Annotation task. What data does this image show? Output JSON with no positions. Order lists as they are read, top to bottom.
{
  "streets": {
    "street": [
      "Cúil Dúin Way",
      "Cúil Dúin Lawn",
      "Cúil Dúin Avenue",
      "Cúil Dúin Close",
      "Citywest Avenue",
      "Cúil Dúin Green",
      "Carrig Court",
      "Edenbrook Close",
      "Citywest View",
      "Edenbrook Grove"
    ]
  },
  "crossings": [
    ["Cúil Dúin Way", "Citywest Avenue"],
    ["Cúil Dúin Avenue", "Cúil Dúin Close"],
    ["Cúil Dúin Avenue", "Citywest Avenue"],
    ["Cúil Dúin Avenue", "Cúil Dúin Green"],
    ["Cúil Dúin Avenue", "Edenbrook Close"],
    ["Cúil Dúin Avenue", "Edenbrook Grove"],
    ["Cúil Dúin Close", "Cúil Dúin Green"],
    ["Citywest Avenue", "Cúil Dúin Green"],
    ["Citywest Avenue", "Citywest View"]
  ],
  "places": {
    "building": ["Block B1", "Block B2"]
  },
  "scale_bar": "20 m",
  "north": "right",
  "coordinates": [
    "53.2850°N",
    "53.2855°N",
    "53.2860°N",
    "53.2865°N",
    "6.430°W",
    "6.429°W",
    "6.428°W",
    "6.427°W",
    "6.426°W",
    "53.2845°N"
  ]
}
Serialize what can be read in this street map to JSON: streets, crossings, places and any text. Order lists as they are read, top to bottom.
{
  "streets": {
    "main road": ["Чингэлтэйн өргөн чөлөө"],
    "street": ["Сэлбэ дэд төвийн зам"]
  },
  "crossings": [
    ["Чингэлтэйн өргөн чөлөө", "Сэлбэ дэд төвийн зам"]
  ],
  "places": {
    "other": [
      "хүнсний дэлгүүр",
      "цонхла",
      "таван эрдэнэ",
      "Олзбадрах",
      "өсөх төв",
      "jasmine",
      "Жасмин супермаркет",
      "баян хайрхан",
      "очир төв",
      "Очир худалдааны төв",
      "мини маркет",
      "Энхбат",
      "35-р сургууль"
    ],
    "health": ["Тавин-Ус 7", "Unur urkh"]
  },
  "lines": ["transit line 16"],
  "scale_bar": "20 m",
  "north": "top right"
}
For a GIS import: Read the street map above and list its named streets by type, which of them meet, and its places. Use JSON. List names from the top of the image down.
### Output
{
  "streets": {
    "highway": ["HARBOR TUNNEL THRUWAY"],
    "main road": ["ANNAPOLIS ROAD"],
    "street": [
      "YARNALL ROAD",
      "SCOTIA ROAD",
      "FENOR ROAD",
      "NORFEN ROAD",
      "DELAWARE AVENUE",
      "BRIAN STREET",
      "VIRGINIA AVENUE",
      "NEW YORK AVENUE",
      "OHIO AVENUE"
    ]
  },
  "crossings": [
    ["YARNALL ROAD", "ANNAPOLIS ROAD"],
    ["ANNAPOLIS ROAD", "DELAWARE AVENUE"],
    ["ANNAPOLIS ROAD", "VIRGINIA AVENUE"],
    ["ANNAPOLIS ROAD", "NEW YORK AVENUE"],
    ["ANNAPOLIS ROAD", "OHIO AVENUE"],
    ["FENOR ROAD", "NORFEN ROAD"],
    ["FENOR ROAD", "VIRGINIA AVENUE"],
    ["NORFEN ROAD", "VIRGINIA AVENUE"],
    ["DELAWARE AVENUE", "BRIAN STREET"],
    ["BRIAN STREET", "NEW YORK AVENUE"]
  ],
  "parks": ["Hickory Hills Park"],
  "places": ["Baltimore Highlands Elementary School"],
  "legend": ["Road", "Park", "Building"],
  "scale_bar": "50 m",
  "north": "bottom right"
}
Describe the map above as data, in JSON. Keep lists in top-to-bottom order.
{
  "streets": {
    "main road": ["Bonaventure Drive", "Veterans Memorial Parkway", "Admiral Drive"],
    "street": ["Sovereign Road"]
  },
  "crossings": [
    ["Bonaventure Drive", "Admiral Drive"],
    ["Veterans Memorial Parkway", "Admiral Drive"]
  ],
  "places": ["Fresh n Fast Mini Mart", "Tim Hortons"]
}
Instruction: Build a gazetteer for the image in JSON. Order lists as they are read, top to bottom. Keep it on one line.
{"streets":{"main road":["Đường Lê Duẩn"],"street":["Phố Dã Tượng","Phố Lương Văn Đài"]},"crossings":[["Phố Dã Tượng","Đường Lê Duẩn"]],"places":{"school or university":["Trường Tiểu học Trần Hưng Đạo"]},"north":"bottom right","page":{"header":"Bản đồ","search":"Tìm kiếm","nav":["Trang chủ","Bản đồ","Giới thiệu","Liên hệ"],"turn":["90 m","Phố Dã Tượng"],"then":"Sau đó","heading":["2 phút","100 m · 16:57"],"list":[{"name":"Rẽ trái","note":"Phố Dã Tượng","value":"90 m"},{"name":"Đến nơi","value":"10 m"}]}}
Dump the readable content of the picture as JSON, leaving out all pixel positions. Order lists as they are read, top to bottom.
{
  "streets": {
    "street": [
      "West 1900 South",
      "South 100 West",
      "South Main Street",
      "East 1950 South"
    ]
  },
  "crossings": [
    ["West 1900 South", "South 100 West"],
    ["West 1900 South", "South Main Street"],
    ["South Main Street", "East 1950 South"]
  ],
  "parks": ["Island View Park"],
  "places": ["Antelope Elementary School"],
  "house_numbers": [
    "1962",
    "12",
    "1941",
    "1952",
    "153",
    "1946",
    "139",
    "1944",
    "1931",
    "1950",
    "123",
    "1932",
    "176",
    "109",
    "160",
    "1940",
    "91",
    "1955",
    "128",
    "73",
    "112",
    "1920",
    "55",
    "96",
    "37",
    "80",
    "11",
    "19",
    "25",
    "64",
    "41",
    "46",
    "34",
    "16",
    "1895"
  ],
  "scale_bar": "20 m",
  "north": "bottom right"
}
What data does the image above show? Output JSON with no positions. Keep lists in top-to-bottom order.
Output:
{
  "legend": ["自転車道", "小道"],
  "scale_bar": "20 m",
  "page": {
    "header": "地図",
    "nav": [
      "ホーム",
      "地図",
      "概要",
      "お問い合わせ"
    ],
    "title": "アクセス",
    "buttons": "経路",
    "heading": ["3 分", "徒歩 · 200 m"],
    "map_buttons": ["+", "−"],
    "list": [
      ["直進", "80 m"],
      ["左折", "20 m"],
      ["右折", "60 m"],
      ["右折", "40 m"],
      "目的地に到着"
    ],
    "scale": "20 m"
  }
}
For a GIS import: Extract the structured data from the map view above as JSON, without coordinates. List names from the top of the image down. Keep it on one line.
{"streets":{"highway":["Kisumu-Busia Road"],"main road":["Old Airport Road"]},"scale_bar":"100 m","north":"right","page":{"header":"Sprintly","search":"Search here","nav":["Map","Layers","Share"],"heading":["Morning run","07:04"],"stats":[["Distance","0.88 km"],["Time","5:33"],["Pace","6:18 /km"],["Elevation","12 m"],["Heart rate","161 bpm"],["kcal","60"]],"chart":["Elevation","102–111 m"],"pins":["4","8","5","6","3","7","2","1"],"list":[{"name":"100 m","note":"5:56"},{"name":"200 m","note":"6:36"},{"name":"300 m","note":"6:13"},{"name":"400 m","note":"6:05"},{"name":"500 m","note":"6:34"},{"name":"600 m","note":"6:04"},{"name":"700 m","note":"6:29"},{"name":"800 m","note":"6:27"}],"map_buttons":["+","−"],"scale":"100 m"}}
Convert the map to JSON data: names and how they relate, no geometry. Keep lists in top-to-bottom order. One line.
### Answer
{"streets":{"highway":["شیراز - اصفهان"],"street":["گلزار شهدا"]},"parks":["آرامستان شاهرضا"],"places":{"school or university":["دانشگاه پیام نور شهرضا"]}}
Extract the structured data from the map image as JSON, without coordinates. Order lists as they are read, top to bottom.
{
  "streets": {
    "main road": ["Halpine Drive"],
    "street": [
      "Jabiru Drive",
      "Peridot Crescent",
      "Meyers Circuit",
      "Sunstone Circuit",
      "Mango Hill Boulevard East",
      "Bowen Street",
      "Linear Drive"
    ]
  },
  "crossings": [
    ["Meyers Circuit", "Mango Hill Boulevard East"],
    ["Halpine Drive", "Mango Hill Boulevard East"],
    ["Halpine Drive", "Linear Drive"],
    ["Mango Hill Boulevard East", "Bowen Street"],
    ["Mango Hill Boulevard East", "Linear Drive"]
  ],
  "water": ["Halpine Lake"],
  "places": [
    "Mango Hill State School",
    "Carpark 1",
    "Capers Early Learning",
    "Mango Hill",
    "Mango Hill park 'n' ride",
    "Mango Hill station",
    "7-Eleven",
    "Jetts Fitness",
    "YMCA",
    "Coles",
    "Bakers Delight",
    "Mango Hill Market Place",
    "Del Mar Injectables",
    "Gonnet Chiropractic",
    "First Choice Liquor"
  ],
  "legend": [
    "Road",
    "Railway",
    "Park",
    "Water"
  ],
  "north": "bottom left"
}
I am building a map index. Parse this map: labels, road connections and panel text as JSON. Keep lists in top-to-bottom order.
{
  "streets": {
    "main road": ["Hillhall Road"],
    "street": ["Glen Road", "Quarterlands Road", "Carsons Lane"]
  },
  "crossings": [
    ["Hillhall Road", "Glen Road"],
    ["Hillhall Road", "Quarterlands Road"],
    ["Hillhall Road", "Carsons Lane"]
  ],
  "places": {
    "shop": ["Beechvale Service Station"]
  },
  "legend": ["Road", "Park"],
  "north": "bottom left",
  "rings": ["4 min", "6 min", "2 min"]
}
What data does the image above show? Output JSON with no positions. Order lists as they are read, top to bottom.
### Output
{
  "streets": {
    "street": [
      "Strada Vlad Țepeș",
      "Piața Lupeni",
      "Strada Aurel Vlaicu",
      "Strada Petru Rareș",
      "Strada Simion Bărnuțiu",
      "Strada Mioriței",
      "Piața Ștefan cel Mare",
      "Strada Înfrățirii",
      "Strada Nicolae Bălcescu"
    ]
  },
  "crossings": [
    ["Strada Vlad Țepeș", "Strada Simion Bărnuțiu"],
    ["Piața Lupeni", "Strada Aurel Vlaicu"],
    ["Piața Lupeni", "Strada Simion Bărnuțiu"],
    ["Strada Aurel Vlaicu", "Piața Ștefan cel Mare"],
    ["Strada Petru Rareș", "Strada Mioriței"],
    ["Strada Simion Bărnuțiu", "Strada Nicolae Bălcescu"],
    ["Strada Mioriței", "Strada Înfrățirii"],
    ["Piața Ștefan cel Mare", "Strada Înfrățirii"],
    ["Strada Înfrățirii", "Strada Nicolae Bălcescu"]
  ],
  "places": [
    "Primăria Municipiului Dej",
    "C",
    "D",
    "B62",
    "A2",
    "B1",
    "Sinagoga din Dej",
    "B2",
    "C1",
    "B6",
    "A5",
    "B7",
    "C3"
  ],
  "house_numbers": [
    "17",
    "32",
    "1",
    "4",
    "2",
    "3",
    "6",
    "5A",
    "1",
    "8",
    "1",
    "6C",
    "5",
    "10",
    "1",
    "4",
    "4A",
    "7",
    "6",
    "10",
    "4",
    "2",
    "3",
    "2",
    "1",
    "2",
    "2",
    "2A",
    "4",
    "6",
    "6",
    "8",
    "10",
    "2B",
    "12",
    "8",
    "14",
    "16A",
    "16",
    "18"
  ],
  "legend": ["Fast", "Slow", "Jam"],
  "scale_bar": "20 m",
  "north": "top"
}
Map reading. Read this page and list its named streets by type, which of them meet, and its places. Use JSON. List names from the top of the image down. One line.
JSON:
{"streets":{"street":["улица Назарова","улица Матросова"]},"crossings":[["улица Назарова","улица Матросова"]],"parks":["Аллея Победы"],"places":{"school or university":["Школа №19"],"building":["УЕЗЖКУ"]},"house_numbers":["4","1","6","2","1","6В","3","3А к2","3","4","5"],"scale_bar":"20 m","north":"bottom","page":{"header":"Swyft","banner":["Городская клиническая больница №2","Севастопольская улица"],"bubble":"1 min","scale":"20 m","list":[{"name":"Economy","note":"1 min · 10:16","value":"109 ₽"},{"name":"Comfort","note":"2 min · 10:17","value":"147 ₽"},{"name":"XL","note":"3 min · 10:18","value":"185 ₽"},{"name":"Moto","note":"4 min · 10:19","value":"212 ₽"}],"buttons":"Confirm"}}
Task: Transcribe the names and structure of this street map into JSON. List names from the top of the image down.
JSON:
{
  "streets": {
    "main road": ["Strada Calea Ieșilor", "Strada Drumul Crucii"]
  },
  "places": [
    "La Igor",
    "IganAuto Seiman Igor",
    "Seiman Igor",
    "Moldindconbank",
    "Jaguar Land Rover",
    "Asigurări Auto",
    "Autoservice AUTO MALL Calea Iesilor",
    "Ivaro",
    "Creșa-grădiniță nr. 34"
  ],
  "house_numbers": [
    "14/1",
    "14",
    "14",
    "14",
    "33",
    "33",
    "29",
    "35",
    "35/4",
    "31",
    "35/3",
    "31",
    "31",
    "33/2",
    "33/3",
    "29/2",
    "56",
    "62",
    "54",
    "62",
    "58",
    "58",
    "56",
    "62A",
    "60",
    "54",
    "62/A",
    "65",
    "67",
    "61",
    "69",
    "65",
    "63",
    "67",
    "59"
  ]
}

▸ **WORK TASK**
Please return each line of the listing above that contains "which".

▸ **SOLUTION TO THE PROBLEM**
For a GIS import: Read the street map above and list its named streets by type, which of them meet, and its places. Use JSON. List names from the top of the image down.
Map reading. Read this page and list its named streets by type, which of them meet, and its places. Use JSON. List names from the top of the image down. One line.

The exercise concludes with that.